- Your objective -
Return the opening lines of the material, word for word. End with the line that contains "height:18px; margin:-9px; padding:0".

◆ ◆ ◆ ◆

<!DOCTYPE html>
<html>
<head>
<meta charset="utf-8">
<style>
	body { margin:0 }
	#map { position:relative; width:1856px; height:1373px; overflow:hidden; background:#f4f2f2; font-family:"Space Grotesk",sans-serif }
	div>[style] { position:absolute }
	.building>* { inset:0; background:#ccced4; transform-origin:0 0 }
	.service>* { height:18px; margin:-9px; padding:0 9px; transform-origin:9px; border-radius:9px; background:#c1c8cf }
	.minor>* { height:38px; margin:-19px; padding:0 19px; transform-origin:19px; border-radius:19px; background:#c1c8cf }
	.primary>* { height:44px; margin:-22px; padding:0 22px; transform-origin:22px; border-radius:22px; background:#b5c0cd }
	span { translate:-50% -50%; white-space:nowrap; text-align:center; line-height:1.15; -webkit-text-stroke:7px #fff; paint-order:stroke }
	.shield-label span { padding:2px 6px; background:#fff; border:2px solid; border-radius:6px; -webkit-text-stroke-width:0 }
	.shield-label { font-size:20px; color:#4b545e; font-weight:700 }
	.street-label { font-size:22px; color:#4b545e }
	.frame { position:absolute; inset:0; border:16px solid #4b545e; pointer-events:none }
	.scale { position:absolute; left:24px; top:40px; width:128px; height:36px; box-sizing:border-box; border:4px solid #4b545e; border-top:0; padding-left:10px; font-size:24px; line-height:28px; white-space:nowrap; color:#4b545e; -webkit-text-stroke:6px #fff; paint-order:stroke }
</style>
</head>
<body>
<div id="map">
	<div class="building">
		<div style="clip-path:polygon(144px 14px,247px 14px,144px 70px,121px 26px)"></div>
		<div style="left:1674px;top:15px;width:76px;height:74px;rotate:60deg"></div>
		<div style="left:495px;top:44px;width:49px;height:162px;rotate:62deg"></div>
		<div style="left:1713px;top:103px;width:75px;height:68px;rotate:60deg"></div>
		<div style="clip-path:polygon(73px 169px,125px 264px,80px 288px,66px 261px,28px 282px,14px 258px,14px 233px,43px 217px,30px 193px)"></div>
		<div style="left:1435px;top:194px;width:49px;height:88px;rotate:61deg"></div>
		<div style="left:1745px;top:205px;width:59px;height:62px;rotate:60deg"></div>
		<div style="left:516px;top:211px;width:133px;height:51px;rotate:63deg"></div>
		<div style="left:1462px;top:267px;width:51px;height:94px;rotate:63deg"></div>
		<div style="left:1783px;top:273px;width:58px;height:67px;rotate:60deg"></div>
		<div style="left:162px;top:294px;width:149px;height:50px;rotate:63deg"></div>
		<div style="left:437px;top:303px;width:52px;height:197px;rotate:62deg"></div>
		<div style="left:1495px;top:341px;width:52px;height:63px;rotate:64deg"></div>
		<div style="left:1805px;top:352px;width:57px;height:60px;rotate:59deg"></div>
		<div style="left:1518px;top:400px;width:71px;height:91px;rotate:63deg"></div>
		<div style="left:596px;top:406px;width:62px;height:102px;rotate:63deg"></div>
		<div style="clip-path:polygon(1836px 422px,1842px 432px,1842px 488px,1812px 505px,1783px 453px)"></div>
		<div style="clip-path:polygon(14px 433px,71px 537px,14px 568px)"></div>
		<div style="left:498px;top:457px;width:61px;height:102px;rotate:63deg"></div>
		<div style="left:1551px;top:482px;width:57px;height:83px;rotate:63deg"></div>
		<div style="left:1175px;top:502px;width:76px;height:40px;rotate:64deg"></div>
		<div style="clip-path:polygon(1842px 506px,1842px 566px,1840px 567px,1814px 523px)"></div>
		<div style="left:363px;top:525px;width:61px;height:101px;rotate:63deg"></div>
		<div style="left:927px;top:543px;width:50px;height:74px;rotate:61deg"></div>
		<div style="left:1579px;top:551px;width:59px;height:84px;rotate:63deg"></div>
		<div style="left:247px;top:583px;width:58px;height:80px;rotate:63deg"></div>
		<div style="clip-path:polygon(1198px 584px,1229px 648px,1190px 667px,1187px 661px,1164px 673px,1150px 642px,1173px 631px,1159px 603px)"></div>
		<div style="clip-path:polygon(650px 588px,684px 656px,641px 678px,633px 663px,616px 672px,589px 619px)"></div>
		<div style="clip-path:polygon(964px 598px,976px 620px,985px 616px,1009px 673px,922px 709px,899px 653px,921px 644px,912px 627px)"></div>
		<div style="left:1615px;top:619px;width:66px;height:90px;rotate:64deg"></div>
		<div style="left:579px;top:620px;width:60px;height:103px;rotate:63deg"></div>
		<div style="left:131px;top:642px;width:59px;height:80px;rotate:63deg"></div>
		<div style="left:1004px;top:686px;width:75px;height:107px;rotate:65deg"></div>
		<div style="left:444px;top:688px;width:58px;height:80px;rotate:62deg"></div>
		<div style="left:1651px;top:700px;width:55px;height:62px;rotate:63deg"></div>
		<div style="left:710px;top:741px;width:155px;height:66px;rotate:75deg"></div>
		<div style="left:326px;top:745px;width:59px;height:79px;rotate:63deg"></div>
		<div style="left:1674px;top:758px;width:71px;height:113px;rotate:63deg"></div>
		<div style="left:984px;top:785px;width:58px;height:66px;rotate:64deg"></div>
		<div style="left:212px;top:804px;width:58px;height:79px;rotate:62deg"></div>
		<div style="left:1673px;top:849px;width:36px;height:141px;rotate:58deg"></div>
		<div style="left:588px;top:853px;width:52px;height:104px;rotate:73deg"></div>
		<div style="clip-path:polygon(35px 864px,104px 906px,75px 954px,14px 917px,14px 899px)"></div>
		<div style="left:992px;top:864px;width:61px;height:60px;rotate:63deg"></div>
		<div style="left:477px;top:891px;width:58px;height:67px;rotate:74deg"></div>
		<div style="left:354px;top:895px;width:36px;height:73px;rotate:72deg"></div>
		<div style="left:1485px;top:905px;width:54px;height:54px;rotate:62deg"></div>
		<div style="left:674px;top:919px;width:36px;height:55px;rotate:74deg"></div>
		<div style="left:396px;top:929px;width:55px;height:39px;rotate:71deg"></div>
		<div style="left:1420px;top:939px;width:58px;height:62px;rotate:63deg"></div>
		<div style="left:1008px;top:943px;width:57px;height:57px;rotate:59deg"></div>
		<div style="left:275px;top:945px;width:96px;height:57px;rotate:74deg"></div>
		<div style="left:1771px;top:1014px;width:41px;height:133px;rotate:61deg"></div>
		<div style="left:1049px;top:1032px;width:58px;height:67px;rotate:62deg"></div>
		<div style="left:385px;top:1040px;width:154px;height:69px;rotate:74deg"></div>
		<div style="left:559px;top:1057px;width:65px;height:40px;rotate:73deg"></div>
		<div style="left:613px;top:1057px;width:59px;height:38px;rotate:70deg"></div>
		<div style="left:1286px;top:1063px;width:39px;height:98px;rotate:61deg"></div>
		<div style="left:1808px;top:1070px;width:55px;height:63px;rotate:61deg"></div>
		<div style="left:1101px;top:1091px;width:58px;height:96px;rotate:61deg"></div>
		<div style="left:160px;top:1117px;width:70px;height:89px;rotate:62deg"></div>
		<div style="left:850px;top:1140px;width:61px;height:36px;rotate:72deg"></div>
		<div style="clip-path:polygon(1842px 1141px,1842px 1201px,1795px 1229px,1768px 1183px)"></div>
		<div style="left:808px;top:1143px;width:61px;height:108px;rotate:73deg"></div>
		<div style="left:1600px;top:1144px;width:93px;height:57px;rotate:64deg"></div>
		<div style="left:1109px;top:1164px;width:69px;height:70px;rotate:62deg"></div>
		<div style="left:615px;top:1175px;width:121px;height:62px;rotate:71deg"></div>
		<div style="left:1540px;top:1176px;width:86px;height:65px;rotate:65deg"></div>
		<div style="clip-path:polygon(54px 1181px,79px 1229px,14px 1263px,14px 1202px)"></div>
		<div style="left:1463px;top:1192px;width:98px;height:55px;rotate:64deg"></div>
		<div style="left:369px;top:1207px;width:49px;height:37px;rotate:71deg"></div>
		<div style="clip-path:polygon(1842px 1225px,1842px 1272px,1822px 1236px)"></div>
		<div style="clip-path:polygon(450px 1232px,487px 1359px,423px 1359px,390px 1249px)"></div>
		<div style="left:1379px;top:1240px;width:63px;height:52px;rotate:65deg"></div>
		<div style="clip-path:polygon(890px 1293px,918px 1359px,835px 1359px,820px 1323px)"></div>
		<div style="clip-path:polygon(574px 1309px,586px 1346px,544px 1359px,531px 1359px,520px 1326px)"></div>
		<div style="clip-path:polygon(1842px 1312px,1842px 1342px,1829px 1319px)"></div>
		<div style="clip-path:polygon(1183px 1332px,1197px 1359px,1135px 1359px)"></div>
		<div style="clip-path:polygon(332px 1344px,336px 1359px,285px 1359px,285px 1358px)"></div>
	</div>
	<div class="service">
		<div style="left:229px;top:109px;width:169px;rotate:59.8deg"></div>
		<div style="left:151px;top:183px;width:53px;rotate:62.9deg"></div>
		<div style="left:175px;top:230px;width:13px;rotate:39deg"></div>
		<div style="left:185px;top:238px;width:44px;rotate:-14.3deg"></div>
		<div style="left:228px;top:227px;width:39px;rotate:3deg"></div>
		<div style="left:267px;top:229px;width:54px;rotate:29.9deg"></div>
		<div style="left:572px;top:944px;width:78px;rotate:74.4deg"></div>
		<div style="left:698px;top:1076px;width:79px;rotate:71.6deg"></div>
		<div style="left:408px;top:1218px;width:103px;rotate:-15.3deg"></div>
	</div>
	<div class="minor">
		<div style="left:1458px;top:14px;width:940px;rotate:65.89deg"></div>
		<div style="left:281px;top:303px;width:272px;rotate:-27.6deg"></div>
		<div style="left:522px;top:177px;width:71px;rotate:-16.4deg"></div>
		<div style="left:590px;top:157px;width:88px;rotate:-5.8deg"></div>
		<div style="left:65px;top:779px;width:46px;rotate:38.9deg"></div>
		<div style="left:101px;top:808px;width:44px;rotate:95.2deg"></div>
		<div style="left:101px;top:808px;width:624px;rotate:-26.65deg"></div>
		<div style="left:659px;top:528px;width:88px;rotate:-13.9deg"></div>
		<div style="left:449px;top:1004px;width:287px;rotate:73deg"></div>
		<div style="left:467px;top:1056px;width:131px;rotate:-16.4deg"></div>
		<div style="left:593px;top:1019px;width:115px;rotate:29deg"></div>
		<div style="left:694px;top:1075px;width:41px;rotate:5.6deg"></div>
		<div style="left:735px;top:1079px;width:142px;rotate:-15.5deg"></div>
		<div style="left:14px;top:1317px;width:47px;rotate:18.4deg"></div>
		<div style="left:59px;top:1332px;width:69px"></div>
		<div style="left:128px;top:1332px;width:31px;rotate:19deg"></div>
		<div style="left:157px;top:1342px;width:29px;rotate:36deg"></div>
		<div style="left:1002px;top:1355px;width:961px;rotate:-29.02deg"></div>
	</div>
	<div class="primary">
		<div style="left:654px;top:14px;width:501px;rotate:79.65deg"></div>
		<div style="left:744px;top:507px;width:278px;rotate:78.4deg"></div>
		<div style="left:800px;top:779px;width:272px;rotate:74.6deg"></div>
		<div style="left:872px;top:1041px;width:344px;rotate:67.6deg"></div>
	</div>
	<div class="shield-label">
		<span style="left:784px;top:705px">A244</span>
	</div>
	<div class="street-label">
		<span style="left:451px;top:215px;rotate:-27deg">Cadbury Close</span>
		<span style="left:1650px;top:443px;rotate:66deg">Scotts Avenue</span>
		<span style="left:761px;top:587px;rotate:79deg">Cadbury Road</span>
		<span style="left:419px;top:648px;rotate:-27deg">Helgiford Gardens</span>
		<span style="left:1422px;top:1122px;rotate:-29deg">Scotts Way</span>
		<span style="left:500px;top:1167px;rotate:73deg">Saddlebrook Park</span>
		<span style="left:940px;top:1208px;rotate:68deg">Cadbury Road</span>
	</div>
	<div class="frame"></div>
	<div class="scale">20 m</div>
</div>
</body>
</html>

◆ ◆ ◆ ◆

- Solution for this task -
<!DOCTYPE html>
<html>
<head>
<meta charset="utf-8">
<style>
	body { margin:0 }
	#map { position:relative; width:1856px; height:1373px; overflow:hidden; background:#f4f2f2; font-family:"Space Grotesk",sans-serif }
	div>[style] { position:absolute }
	.building>* { inset:0; background:#ccced4; transform-origin:0 0 }
	.service>* { height:18px; margin:-9px; padding:0 9px; transform-origin:9px; border-radius:9px; background:#c1c8cf }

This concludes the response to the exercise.